- _Task description_
Transcribe the stretch of entries below from the line with "<button>−</button>" through the line with "Vane Lane</p></div><em>40 m</em></li>", exactly and with both ends included; leave out all other lines.

+++ Excerpted data

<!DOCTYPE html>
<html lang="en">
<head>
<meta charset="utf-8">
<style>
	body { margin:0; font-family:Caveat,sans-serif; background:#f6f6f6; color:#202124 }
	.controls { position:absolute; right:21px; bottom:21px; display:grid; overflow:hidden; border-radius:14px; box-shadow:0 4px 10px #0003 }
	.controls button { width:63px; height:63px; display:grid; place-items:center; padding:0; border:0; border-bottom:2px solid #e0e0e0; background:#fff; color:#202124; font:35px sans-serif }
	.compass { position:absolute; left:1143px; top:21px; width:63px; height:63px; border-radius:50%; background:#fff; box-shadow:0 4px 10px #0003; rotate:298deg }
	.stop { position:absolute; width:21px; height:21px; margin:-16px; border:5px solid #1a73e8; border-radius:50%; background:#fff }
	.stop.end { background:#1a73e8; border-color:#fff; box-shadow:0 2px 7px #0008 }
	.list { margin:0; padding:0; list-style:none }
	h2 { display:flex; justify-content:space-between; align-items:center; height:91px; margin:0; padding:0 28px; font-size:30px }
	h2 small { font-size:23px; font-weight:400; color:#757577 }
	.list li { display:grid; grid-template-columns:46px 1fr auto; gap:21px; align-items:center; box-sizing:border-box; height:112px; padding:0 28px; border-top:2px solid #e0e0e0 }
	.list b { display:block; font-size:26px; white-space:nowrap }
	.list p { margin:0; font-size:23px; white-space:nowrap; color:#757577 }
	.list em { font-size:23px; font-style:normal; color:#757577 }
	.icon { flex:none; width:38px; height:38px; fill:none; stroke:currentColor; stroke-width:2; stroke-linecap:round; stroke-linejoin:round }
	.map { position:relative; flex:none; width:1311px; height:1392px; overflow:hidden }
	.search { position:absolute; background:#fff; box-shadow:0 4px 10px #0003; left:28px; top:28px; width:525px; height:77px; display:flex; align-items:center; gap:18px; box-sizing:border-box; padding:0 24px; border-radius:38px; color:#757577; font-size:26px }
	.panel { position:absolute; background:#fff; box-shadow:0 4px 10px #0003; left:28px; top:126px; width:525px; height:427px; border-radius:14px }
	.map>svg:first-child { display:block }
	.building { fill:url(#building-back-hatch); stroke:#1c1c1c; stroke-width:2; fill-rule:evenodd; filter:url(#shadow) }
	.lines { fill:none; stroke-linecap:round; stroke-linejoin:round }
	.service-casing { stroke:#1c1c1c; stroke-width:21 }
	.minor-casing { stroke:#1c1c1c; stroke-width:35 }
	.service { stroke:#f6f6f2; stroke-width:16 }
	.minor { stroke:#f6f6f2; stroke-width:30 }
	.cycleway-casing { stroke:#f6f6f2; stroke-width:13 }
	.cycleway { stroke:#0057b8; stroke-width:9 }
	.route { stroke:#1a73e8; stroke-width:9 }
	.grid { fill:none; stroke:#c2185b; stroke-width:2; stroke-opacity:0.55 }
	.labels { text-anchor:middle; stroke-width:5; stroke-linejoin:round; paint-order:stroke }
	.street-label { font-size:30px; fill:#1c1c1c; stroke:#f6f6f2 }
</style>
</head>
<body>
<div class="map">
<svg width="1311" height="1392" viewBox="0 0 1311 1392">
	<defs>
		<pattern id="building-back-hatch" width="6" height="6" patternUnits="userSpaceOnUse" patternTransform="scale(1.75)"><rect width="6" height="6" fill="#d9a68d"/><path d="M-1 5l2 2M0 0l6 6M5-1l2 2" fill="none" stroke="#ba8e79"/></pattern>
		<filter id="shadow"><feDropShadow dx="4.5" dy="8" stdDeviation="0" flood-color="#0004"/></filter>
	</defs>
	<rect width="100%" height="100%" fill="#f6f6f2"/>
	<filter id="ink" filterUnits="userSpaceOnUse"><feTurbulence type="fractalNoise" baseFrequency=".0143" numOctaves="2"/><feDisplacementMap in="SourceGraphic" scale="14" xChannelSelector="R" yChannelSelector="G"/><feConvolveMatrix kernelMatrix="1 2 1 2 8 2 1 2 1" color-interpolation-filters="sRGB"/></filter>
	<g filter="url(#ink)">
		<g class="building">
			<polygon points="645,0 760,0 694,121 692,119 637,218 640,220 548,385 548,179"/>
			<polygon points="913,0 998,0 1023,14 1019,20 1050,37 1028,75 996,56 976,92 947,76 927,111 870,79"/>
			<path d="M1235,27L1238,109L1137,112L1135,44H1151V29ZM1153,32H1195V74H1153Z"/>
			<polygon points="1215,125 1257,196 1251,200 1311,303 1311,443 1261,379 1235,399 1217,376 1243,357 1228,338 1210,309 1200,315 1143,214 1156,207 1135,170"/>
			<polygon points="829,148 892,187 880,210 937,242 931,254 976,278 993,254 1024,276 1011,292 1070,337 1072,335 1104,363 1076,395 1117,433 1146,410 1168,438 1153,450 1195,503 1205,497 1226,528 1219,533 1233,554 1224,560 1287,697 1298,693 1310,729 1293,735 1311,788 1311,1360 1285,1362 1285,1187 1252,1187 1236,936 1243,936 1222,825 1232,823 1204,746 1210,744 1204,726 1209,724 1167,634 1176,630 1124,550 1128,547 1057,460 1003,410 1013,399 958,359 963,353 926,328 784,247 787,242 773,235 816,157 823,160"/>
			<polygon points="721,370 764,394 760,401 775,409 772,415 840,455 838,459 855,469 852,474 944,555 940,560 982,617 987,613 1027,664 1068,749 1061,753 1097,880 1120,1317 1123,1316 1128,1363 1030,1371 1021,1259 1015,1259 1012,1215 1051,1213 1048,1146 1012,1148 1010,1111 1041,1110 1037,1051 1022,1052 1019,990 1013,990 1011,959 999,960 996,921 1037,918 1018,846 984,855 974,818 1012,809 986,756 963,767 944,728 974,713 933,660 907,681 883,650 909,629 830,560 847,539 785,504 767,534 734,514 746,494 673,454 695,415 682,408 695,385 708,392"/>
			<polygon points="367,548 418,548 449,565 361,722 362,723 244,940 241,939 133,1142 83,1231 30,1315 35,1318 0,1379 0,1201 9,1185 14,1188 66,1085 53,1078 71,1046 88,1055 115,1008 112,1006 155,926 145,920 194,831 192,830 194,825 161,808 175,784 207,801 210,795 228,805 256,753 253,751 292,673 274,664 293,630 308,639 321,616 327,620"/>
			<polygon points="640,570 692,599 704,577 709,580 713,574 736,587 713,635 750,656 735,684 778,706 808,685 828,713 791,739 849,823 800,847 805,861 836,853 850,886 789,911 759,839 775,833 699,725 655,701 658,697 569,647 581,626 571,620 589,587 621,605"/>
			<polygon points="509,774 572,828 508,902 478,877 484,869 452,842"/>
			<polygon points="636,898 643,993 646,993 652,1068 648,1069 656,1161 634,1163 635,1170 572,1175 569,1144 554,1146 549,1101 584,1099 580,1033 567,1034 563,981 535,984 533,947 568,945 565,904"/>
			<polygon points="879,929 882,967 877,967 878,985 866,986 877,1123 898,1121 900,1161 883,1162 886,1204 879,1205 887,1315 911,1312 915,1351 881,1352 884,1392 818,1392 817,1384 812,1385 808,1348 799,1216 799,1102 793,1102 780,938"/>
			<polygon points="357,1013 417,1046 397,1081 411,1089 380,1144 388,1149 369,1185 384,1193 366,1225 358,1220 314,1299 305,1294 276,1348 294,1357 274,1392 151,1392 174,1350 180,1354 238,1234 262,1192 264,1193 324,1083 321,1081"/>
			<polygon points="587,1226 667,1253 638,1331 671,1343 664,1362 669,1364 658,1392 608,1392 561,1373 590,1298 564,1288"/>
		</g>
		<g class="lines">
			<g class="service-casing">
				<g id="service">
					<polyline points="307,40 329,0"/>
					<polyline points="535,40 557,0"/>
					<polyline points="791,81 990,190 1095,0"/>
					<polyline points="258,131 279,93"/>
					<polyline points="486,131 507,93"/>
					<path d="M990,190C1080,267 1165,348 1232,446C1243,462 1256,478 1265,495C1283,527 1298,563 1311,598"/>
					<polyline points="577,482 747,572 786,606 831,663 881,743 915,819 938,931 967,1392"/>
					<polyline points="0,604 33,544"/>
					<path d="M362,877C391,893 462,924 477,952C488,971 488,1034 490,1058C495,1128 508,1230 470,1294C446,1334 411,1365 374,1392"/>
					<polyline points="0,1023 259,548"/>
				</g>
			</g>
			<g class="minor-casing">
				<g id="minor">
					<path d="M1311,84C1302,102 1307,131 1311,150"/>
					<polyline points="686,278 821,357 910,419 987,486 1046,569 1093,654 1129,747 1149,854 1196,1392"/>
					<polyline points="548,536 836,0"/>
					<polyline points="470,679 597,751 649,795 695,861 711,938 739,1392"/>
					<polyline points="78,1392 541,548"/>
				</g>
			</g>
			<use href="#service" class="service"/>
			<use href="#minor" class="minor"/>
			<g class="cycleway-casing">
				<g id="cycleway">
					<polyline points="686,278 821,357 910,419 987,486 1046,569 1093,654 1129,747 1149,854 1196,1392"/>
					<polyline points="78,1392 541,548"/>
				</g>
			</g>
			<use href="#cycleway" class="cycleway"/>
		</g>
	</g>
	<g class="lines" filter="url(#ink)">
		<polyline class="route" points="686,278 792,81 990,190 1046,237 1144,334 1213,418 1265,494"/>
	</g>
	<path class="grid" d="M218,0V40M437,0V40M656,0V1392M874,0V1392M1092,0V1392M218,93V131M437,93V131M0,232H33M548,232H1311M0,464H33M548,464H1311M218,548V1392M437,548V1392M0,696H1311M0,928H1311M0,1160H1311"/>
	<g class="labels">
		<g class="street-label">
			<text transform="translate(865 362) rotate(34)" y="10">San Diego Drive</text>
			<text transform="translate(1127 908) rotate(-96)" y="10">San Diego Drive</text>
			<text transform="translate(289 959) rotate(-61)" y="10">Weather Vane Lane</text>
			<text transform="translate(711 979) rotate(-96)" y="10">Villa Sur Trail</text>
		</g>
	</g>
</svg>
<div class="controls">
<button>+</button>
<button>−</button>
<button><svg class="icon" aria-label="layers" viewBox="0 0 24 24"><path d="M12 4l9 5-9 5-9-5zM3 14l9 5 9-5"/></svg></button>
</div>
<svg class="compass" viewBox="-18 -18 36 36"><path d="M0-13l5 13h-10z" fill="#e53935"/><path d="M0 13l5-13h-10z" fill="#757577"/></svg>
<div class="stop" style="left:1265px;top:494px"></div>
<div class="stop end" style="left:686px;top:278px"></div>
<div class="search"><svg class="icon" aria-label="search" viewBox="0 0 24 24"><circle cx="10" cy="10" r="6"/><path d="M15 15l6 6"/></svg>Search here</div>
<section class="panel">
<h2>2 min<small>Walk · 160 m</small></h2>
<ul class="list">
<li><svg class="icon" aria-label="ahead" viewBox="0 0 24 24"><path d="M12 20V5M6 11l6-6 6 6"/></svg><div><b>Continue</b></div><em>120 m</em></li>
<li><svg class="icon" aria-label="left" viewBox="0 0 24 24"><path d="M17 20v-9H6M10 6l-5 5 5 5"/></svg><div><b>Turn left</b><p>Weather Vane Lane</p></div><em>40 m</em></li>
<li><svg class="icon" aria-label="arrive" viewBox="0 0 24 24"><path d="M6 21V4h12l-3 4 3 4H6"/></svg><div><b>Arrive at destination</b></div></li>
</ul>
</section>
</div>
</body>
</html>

++++++

- _Response to the exercise_
<button>−</button>
<button><svg class="icon" aria-label="layers" viewBox="0 0 24 24"><path d="M12 4l9 5-9 5-9-5zM3 14l9 5 9-5"/></svg></button>
</div>
<svg class="compass" viewBox="-18 -18 36 36"><path d="M0-13l5 13h-10z" fill="#e53935"/><path d="M0 13l5-13h-10z" fill="#757577"/></svg>
<div class="stop" style="left:1265px;top:494px"></div>
<div class="stop end" style="left:686px;top:278px"></div>
<div class="search"><svg class="icon" aria-label="search" viewBox="0 0 24 24"><circle cx="10" cy="10" r="6"/><path d="M15 15l6 6"/></svg>Search here</div>
<section class="panel">
<h2>2 min<small>Walk · 160 m</small></h2>
<ul class="list">
<li><svg class="icon" aria-label="ahead" viewBox="0 0 24 24"><path d="M12 20V5M6 11l6-6 6 6"/></svg><div><b>Continue</b></div><em>120 m</em></li>
<li><svg class="icon" aria-label="left" viewBox="0 0 24 24"><path d="M17 20v-9H6M10 6l-5 5 5 5"/></svg><div><b>Turn left</b><p>Weather Vane Lane</p></div><em>40 m</em></li>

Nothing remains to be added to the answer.